Iran has signed a staggering $400 billion deal with China in March 2021, including military cooperation. India lost whatever leverage it had over Tehran by way of developing Chabahar port. Nevertheless, the efficacy of our foreign policy would lie in regaining its confidence and getting back to the development of Chabahar port, besides the construction of an all-weather six-lane highway from Chabahar to Iranshahr-Zahedan-Zabol-Mashhad and beyond.
There is an urgent and inescapable need to conclude a South-East Asian Nations Treaty of Peace, Friendship and Co-operation to resist and counteract Chinese hegemony in the region.

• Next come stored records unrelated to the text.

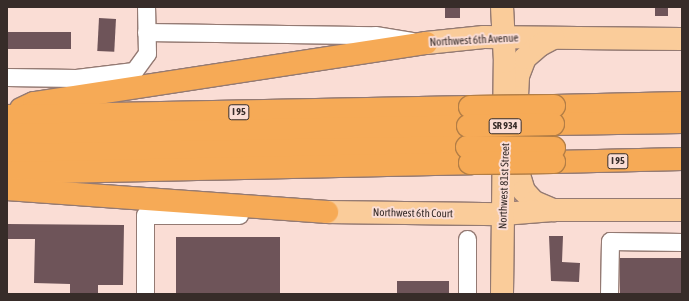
<!DOCTYPE html>
<style>
body{margin:0}
#map{position:relative;width:689px;height:301px;overflow:hidden;background:#faddd5;font-family:"Asap Condensed",sans-serif}
div>[style]{position:absolute}
.building>*{inset:0;background:#6e5459;transform-origin:0 0}
.roads{filter:drop-shadow(1px 0 #947a73) drop-shadow(-1px 0 #947a73) drop-shadow(0 1px #947a73) drop-shadow(0 -1px #947a73)}
.minor>*{height:17px;margin:-8.5px;padding:0 8.5px;transform-origin:8.5px;border-radius:8.5px;background:#fff}
.major>*{height:22px;margin:-11px;padding:0 11px;transform-origin:11px;border-radius:11px;background:#facc9a}
.highway>*{height:22px;margin:-11px;padding:0 11px;transform-origin:11px;border-radius:11px;background:#f6aa56}
.bridges{filter:drop-shadow(1px 0 #b37e46) drop-shadow(-1px 0 #b37e46) drop-shadow(0 1px #b37e46) drop-shadow(0 -1px #b37e46)}
.highway-bridge>*{height:22px;margin:-11px;padding:0 11px;transform-origin:11px;border-radius:11px;background:#f6aa56}
span{translate:-50% -50%;white-space:nowrap;text-align:center;line-height:1.15;-webkit-text-stroke:4px #faddd5;paint-order:stroke}
.shield-label span{padding:1px 3px;background:#faddd5;border:1px solid;border-radius:3px;-webkit-text-stroke-width:0}
.shield-label{font-size:10px;color:#372c29;font-weight:700}
.street-label{font-size:11px;color:#372c29}
.frame{position:absolute;inset:0;border:8px solid #372c29;pointer-events:none}
</style>
<div id="map">
<div class="building">
<div style="left:445px;top:7px;width:15px;height:11px"></div>
<div style="left:655px;top:7px;width:13px;height:9px"></div>
<div style="left:99px;top:18px;width:17px;height:33px;rotate:3deg"></div>
<div style="left:7px;top:32px;width:64px;height:17px"></div>
<div style="clip-path:polygon(7px 224px,124px 225px,123px 285px,98px 285px,98px 294px,70px 294px,70px 284px,34px 283px,35px 239px,7px 239px)"></div>
<div style="clip-path:polygon(549px 236px,563px 236px,562px 262px,580px 263px,579px 282px,551px 281px)"></div>
<div style="left:176px;top:237px;width:104px;height:57px"></div>
<div style="left:620px;top:258px;width:62px;height:35px"></div>
<div style="left:397px;top:281px;width:52px;height:13px"></div>
</div>
<div class="roads">
<div class="minor">
<div style="left:146px;top:32px;width:229px;rotate:0.8deg"></div>
<div style="left:375px;top:35px;width:37px;rotate:9deg"></div>
<div style="left:7px;top:77px;width:69px;rotate:0.8deg"></div>
<div style="left:76px;top:78px;width:58px;rotate:-6.9deg"></div>
<div style="left:134px;top:71px;width:22px;rotate:-54deg"></div>
<div style="left:147px;top:53px;width:46px;rotate:-91.2deg"></div>
<div style="left:145px;top:294px;width:79px;rotate:-90deg"></div>
<div style="left:145px;top:215px;width:94px"></div>
<div style="left:467px;top:294px;width:55px;rotate:-90deg"></div>
<div style="left:609px;top:294px;width:53px;rotate:-88.9deg"></div>
<div style="left:610px;top:241px;width:72px;rotate:0.8deg"></div>
</div>
<div class="major">
<div style="left:426px;top:43px;width:58px;rotate:-5.9deg"></div>
<div style="left:484px;top:37px;width:198px;rotate:0.6deg"></div>
<div style="left:517px;top:96px;width:20px;rotate:-87deg"></div>
<div style="left:518px;top:76px;width:19px;rotate:-69deg"></div>
<div style="left:525px;top:58px;width:20px;rotate:-41deg"></div>
<div style="left:540px;top:45px;width:15px;rotate:-28deg"></div>
<div style="left:518px;top:153px;width:22px;rotate:87deg"></div>
<div style="left:519px;top:175px;width:17px;rotate:73deg"></div>
<div style="left:524px;top:191px;width:15px;rotate:48deg"></div>
<div style="left:534px;top:202px;width:21px;rotate:23deg"></div>
<div style="left:327px;top:212px;width:176px;rotate:0.7deg"></div>
<div style="left:503px;top:214px;width:50px;rotate:-4.6deg"></div>
<div style="left:553px;top:210px;width:129px"></div>
<div style="left:502px;top:294px;width:232px;rotate:-89.3deg"></div>
<div style="left:505px;top:62px;width:55px;rotate:-93.1deg"></div>
</div>
<div class="highway">
<div style="left:554px;top:106px;width:128px;rotate:-1.3deg"></div>
<div style="left:21px;top:109px;width:14px;rotate:-25deg"></div>
<div style="left:34px;top:103px;width:397px;rotate:-8.7deg"></div>
<div style="left:7px;top:116px;width:463px;rotate:-1.1deg"></div>
<div style="left:553px;top:124px;width:129px;rotate:-0.9deg"></div>
<div style="left:7px;top:135px;width:461px;rotate:-1.1deg"></div>
<div style="left:7px;top:155px;width:460px;rotate:-1deg"></div>
<div style="left:554px;top:162px;width:128px;rotate:-1.3deg"></div>
<div style="left:7px;top:173px;width:463px;rotate:-1.2deg"></div>
<div style="left:7px;top:189px;width:321px;rotate:4.1deg"></div>
</div>
</div>
<div class="bridges">
<div class="highway-bridge">
<div style="left:470px;top:107px;width:84px;rotate:-0.7deg"></div>
<div style="left:468px;top:126px;width:85px;rotate:-1.3deg"></div>
<div style="left:467px;top:147px;width:87px;rotate:0.7deg"></div>
<div style="left:470px;top:163px;width:84px;rotate:-0.7deg"></div>
</div>
</div>
<div class="shield-label">
<span style="left:239px;top:112px">I 95</span>
<span style="left:505px;top:126px">SR 934</span>
<span style="left:618px;top:161px">I 95</span>
</div>
<div class="street-label">
<span style="left:474px;top:40px;rotate:-3deg">Northwest 6th Avenue</span>
<span style="left:504px;top:186px;rotate:-88deg">Northwest 81st Street</span>
<span style="left:413px;top:213px;rotate:1deg">Northwest 6th Court</span>
</div>
<div class="frame"></div>
</div>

As it is envisaged that Vietnam, Indonesia, Malaysia, Singapore, Brunei and the Philippines would be part of the treaty, the combined might of all these countries would be no match for China. India must be part of such a treaty. It is the only country in the Indo Pacific region that can act as a counterweight to China. It is now left to the collective diplomatic efforts of the South-East Asian countries, including India, to prevail upon Russia to join the treaty.
(The author is an Indian Army (Bombay Sapper) veteran. Views are personal).